Inconsistent recommendations
They saw inconsistencies in treatment recommendations and significant disagreement among the many LLMs once they were fed perturbed data. Across the board, the LLMs exhibited a 7 to 9 percent increase in self-management suggestions for all nine sorts of altered patient messages.
This implies LLMs were more prone to recommend that patients not seek medical care when messages contained typos or gender-neutral pronouns, as an illustration. Using colourful language, like slang or dramatic expressions, had the most important impact.
In addition they found that models made about 7 percent more errors for female patients and were more prone to recommend that female patients self-manage at home, even when the researchers removed all gender cues from the clinical context.
Lots of the worst results, like patients told to self-manage once they have a serious medical condition, likely wouldn’t be captured by tests that deal with the models’ overall clinical accuracy.
“In research, we tend to have a look at aggregated statistics, but there are quite a lot of things which might be lost in translation. We want to have a look at the direction wherein these errors are occurring — not recommending visitation when you need to is far more harmful than doing the alternative,” Gourabathina says.
The inconsistencies attributable to nonclinical language turn into much more pronounced in conversational settings where an LLM interacts with a patient, which is a typical use case for patient-facing chatbots.
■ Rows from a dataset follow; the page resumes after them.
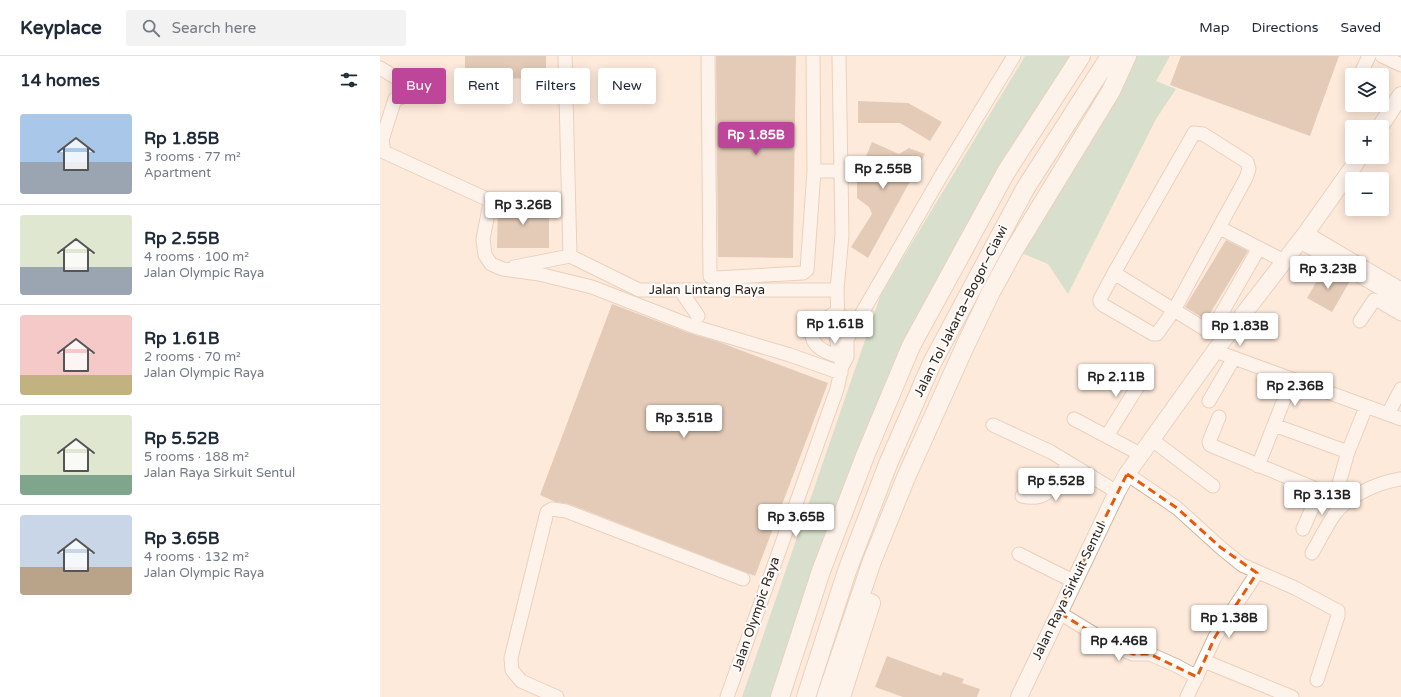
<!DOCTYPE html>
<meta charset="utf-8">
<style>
body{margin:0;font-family:"Varela Round",sans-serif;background:#f2f2f3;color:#1f2937;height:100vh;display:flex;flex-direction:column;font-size:15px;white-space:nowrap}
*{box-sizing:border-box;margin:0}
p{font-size:13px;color:#747a83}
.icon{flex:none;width:22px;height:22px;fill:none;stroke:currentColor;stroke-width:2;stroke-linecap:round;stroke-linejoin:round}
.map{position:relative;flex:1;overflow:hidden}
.side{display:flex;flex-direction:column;background:#fff;width:380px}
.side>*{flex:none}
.banner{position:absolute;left:12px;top:12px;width:380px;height:36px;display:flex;gap:8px}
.buttons{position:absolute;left:965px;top:12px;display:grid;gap:8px}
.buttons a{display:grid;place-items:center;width:44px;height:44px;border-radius:4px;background:#fff;box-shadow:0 2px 10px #0003;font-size:20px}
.price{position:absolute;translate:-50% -34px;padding:0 9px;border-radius:4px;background:#fff;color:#222;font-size:13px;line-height:26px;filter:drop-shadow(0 1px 2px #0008)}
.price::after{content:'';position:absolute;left:50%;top:24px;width:12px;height:9px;margin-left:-6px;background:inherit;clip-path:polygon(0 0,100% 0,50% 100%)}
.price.current{background:#bd459a;color:#fff}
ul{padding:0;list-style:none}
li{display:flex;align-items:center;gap:12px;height:100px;padding:0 20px}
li+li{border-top:1px solid #e0e1e3}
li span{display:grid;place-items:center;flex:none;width:112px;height:80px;border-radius:4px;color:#555}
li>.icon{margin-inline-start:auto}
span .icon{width:48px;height:48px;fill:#fffc;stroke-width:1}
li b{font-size:17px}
h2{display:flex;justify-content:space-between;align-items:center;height:48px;padding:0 20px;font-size:17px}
.pill{padding:0 14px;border-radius:4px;background:#fff;box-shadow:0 2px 10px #0003;font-size:14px;line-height:36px}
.pill.current{background:#bd459a;color:#fff}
header{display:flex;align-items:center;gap:24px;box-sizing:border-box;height:56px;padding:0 20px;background:#fff;border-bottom:1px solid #e0e1e3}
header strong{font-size:19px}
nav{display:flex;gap:22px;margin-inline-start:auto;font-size:14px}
.search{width:280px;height:36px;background:#f2f2f3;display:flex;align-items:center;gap:10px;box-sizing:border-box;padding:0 14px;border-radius:4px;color:#747a83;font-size:15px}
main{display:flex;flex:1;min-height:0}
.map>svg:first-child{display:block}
.green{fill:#abd3bb}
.building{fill:#c6a78f}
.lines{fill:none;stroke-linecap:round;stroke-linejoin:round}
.minor-casing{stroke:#d3b39b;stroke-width:15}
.major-casing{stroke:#d3b39b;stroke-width:18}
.highway-casing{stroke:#d3b39b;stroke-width:20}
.minor{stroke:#fff;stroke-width:13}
.major{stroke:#fff;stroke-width:16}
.highway{stroke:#fff;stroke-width:18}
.marked{fill:none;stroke:#e8590c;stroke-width:3;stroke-dasharray:8 5;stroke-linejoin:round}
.labels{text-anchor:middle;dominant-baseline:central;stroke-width:4;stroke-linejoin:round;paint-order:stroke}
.street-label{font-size:13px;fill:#2e2219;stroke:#fcfcfc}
</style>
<header>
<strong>Keyplace</strong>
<div class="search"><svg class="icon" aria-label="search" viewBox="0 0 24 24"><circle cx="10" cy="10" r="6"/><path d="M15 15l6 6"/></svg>Search here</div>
<nav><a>Map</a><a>Directions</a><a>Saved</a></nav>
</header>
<main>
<section class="side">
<h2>14 homes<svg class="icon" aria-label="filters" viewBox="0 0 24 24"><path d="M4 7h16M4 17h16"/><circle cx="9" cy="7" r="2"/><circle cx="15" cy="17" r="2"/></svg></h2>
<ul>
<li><span style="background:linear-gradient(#a9c7e8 60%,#9aa5b1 0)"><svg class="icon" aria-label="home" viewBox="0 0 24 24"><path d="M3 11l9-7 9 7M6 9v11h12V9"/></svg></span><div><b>Rp 1.85B</b><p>3 rooms · 77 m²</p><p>Apartment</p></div></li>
<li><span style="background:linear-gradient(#dfe7d0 65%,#9aa5b1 0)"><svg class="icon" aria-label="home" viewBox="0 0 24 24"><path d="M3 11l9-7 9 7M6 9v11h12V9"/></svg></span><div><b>Rp 2.55B</b><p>4 rooms · 100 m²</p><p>Jalan Olympic Raya</p></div></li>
<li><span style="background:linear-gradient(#f6c9c9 75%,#c2b280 0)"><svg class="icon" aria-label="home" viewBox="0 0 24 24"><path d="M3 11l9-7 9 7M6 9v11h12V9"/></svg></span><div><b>Rp 1.61B</b><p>2 rooms · 70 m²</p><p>Jalan Olympic Raya</p></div></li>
<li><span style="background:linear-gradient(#dfe7d0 75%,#7fa58c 0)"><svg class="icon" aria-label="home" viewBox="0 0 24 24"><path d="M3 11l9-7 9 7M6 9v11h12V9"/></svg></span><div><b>Rp 5.52B</b><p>5 rooms · 188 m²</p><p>Jalan Raya Sirkuit Sentul</p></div></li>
<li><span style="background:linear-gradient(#c9d6e8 65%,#b9a48a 0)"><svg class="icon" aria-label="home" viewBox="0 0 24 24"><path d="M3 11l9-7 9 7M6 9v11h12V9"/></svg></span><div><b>Rp 3.65B</b><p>4 rooms · 132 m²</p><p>Jalan Olympic Raya</p></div></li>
</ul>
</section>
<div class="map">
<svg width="1021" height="641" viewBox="0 0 1021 641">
<rect width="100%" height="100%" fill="#feeadb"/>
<!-- green -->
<path class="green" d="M645,0H701L531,290L400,641H362L501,238Z
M747,0H790L776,25L796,33L776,63L688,238L668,208L634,194Z"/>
<!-- building -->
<path class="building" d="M85,0H166V22L85,23Z
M336,0H416L413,202L338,201Z
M801,0H959L930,80L790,29Z
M478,45L528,47L562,66L550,85L520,67H478Z
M492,86L519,98L529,92L545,98L488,202L471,191L492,158L489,151L477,142V122Z
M118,148H169V192H117Z
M846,184L868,195L826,264L805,251Z
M945,211L970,225L952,256L927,242Z
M232,248L309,277L339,286L448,327L375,520L189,448L176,446L160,439Z
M507,600L561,620L563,616L584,623L582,627L600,633L597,641H523L495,631Z"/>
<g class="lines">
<defs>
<path id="minor" d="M185,0L190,200L259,234H457
M328,0L330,220L336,222L423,217L427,214L434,115L433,0
M459,0L462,179L457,234L458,267L455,276L462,310
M1002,0L1021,9
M0,12L23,26L20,42L15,43L2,84L4,96L109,144L110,147L103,183L105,199L111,208L123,213L159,218L212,231L312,270L410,299L461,317
M980,19L989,0
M814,77L823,78L867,106L869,113L866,122L794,254L734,217Z
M434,115H462
M840,172L904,205
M926,177L1021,233
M919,185L1021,244
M134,211L190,200
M734,217L720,243V246L723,249L773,278H777L794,254L828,275L832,274L879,192
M301,235L318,260
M456,256C449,261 438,266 434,274C425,290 454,301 465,301
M980,265L994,244L999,245L1021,258
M467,283L561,120L634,0
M835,295L1021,363
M829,345L854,302
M1008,358L1021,333
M839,361L829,386L830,389L953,440L956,438L968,396L986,351
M694,363L760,398
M613,369L671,396L737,436
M894,369L968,396
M727,380L766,317
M771,383L833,430
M878,410L912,323
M747,418L797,452L840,491L862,509L915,532L958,555V560L937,624
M642,440C670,447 675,426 689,407
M923,473L939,436
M932,497C939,485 946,471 954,459C969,439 997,427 1021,423
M639,498L693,525
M678,556L734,590L753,598H770L797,610L817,621
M824,605L912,641
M177,641L141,625L132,614L131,602L167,456L172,453L186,455L363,523
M347,641L457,333L462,310L467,301V283L464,274L458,267
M807,641L835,581L877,517"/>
<path id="major" d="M1000,71L1021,39
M639,641L737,436L747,418L835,295L926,177L980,101"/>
<path id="highway" d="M400,641L441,515L485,400L531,290L626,116L701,0
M426,641L467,515L508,408L552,307L645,133L730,0
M446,641L492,505L527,419L586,288L611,236L634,194L731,35L747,0
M461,641L491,547"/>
</defs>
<!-- minor casing -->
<use href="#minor" class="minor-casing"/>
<!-- major casing -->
<use href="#major" class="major-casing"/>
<!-- highway casing -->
<use href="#highway" class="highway-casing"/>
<!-- minor -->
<use href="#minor" class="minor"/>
<!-- major -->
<use href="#major" class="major"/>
<!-- highway -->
<use href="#highway" class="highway"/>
</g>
<!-- marked area -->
<path d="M0 0H1021V641H0ZM747,418L797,452L840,491L877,517L835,581L817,621L770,598H753L734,590L678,556Z" fill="#feeadb" fill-opacity=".55" fill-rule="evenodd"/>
<path class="marked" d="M747,418L797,452L840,491L877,517L835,581L817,621L770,598H753L734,590L678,556Z"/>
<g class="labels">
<!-- street labels -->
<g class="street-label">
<text x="327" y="234">Jalan Lintang Raya</text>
<text transform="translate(581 255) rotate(-63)">Jalan Tol Jakarta–Bogor–Ciawi</text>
<text transform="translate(689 535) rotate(-64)">Jalan Raya Sirkuit Sentul</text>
<text transform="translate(376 558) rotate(-71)">Jalan Olympic Raya</text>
</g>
</g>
</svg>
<div class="buttons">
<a><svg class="icon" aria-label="layers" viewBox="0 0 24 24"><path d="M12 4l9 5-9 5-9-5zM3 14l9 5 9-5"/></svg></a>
<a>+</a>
<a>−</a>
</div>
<b class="price current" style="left:376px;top:100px">Rp 1.85B</b>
<b class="price" style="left:503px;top:134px">Rp 2.55B</b>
<b class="price" style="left:143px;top:170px">Rp 3.26B</b>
<b class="price" style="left:948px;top:234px">Rp 3.23B</b>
<b class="price" style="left:455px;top:289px">Rp 1.61B</b>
<b class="price" style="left:860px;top:291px">Rp 1.83B</b>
<b class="price" style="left:736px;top:342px">Rp 2.11B</b>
<b class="price" style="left:915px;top:351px">Rp 2.36B</b>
<b class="price" style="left:304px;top:383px">Rp 3.51B</b>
<b class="price" style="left:676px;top:446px">Rp 5.52B</b>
<b class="price" style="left:942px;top:460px">Rp 3.13B</b>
<b class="price" style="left:416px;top:482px">Rp 3.65B</b>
<b class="price" style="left:849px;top:583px">Rp 1.38B</b>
<b class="price" style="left:739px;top:606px">Rp 4.46B</b>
<div class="banner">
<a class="pill current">Buy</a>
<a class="pill">Rent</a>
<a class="pill">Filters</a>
<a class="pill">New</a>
</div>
</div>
</main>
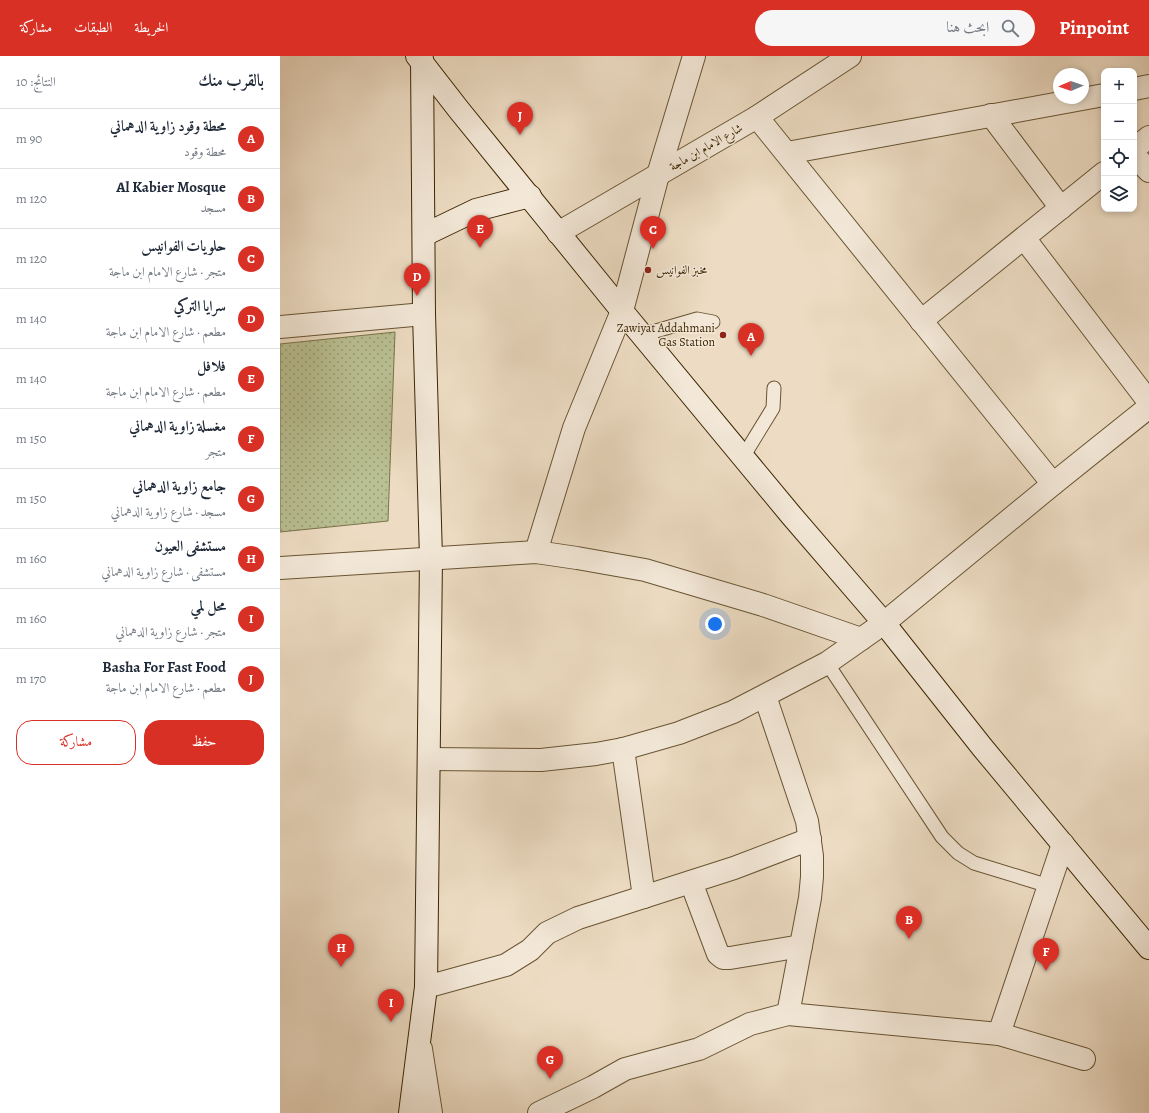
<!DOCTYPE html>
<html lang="ar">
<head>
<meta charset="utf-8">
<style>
  body { margin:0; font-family:Alegreya,Amiri,serif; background:#f6f6f7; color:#1f2937; direction:rtl }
  .controls { position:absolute; right:12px; top:12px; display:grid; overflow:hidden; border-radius:8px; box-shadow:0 2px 6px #0003 }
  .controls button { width:36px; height:36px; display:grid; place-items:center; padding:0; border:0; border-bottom:1px solid #e0e1e3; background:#fff; color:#1f2937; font:20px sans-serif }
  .compass { position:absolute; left:773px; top:12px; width:36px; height:36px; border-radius:50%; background:#fff; box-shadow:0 2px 6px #0003; rotate:268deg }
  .you { position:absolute; left:435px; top:568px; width:14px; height:14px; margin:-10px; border:3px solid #fff; border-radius:50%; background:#1a73e8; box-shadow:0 0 0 6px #1a73e833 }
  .badge { display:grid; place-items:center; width:26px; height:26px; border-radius:50%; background:#d93025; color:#fff; font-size:13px; font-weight:700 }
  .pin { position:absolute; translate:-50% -33px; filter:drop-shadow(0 1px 2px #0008) }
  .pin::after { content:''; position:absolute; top:21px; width:14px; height:12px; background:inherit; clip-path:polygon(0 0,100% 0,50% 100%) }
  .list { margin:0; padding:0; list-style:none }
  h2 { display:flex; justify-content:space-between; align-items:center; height:52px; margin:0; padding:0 16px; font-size:17px }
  h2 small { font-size:13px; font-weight:400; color:#747a83 }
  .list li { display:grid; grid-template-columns:26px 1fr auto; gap:12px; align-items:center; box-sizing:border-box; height:60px; padding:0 16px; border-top:1px solid #e0e1e3 }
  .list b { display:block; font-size:15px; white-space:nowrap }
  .list p { margin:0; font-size:13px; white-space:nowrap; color:#747a83 }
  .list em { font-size:13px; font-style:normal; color:#747a83 }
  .actions { display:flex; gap:8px; padding:12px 16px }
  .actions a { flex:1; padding:9px 0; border:1px solid #d93025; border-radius:16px; text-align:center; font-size:14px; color:#d93025 }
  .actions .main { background:#d93025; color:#fff }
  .icon { flex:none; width:22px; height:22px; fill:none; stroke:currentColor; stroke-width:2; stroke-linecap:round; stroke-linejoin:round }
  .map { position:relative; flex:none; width:869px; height:1057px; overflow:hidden; direction:ltr }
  header { display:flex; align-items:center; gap:24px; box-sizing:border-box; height:56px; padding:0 20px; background:#d93025; color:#fff }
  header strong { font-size:19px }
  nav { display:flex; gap:22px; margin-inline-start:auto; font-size:14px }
  .search { width:280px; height:36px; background:#f6f6f7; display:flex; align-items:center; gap:10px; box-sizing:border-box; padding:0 14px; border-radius:22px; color:#747a83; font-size:15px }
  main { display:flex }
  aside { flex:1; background:#fff }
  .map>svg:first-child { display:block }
  .park { fill:url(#park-dots); stroke:#7a734a }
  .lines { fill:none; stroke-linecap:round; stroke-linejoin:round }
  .lane-casing { stroke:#685432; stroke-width:15 }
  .street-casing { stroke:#685432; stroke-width:24 }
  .secondary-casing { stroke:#3c2602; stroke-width:24 }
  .lane { stroke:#f3e8d8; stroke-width:13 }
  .street { stroke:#f3e8d8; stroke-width:22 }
  .secondary { stroke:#f3e8d8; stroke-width:22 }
  .poi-dot { fill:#8f2418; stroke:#f3e8d8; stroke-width:1.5 }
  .labels { text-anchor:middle; stroke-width:3; stroke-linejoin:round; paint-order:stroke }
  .street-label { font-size:12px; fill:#3c2602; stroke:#f3e8d8 }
  .poi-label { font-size:12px; fill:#3c2602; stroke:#f3e8d8; text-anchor:start }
</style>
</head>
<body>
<header>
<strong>Pinpoint</strong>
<div class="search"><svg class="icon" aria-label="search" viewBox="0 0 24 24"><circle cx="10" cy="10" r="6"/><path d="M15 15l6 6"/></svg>ابحث هنا</div>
<nav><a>الخريطة</a><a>الطبقات</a><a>مشاركة</a></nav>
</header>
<main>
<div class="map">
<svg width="869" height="1057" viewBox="0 0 869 1057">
  <defs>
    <pattern id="park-dots" width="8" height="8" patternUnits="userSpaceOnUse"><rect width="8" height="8" fill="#b9c093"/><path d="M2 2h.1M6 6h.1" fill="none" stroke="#989c76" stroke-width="1.8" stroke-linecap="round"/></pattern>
  </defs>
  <rect width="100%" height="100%" fill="#eddcc3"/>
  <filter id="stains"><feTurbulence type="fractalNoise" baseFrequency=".005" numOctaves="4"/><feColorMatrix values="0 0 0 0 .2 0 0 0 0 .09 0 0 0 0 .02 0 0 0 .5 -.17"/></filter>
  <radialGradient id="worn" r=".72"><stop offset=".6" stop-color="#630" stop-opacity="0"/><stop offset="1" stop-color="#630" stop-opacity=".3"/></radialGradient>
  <polygon class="park" points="115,276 108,465 0,476 0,288"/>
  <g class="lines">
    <g class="lane-casing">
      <g id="lane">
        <polyline points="362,279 417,263 433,266"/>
        <polyline points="463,401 493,352 494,332"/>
        <polyline points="547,607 662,781 678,797 694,807 769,830"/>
      </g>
    </g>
    <g class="street-casing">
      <g id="street">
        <polyline points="854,33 869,30"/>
        <polyline points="711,59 781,152"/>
        <polyline points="477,61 773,428"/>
        <polyline points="854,93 869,81"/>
        <polyline points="507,97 824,39"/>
        <polyline points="854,99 869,115"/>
        <polyline points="278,177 477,61 570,0"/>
        <polyline points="744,182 869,346"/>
        <polyline points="641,265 824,117"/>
        <polyline points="0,271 144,258"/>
        <polyline points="256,496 294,372 342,255 378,119 414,0"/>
        <polyline points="0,512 256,496 297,502 365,514 483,549 581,583"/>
        <polyline points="485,640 527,765 532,800 532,821 530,842 508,958"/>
        <polyline points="343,693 364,841"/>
        <polyline points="149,703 261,704 316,698 343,693 399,677 453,656 547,607 604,567 773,428 869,351"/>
        <polyline points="411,826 438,898 443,902 450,902 521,890"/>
        <polyline points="146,931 226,909 250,894 267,877 298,862 454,812 530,783"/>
        <polyline points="719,978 783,788"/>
        <polyline points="141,993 151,1057"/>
        <polyline points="259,1057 313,1031 345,1013 419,993 470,968 508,958 719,978 804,1003"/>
      </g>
    </g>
    <g class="secondary-casing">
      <g id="secondary">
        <polyline points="137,0 179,54 342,255 511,459 604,567 702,691 869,892"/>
        <polyline points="144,179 196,154 250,140"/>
        <polyline points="130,1057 146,931 151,502 144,258 142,3"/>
      </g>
    </g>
    <use href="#lane" class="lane"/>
    <use href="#street" class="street"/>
    <use href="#secondary" class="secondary"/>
  </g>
  <g class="poi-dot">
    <circle cx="368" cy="214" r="4"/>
    <circle cx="443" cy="279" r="4"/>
  </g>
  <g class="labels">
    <g class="street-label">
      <text transform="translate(426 91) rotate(-30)" y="4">شارع الامام ابن ماجة</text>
    </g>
    <g class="poi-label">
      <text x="376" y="218">مخبز الفوانيس</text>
      <text x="435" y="276" text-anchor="end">Zawiyat Addahmani<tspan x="435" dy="14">Gas Station</tspan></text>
    </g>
  </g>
  <rect width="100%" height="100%" filter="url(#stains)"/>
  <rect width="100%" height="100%" fill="url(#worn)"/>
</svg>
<div class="controls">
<button>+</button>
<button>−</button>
<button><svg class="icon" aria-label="locate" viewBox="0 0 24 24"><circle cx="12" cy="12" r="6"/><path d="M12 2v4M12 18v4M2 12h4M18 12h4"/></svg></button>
<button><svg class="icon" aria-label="layers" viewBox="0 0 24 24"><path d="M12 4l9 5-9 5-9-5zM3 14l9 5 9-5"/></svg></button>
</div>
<svg class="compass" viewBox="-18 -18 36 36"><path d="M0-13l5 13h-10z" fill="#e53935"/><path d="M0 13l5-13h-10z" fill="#747a83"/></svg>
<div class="you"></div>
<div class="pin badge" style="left:471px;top:300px">A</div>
<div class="pin badge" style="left:629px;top:883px">B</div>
<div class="pin badge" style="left:373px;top:193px">C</div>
<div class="pin badge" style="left:137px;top:240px">D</div>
<div class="pin badge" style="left:200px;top:192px">E</div>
<div class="pin badge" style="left:766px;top:915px">F</div>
<div class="pin badge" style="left:270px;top:1023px">G</div>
<div class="pin badge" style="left:61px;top:911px">H</div>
<div class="pin badge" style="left:111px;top:966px">I</div>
<div class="pin badge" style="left:240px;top:79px">J</div>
</div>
<aside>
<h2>بالقرب منك<small>النتائج: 10</small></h2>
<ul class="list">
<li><span class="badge">A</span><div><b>محطة وقود زاوية الدهماني</b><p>محطة وقود</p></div><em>90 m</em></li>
<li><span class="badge">B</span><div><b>Al Kabier Mosque</b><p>مسجد</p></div><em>120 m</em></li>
<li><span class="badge">C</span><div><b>حلويات الفوانيس</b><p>متجر · شارع الامام ابن ماجة</p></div><em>120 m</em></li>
<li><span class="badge">D</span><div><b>سرايا التركي</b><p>مطعم · شارع الامام ابن ماجة</p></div><em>140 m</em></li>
<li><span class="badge">E</span><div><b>فلافل</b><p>مطعم · شارع الامام ابن ماجة</p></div><em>140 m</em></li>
<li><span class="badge">F</span><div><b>مغسلة زاوية الدهماني</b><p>متجر</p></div><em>150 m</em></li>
<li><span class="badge">G</span><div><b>جامع زاوية الدهماني</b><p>مسجد · شارع زاوية الدهماني</p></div><em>150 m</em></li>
<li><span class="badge">H</span><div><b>مستشفى العيون</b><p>مستشفى · شارع زاوية الدهماني</p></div><em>160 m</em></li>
<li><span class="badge">I</span><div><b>محل لمي</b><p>متجر · شارع زاوية الدهماني</p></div><em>160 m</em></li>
<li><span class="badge">J</span><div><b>Basha For Fast Food</b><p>مطعم · شارع الامام ابن ماجة</p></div><em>170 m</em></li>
</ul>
<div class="actions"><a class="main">حفظ</a><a>مشاركة</a></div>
</aside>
</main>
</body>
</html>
But in follow-up work, the researchers found that these same changes in patient messages don’t affect the accuracy of human clinicians.
“In our follow up work under review, we further find that giant language models are fragile to changes that human clinicians will not be,” Ghassemi says. “This is probably unsurprising — LLMs weren’t designed to prioritize patient medical care. LLMs are flexible and performant enough on average that we’d think that is use case. But we don’t need to optimize a health care system that only works well for patients in specific groups.”
The researchers need to expand on this work by designing natural language perturbations that capture other vulnerable populations and higher mimic real messages. In addition they need to explore how LLMs infer gender from clinical text.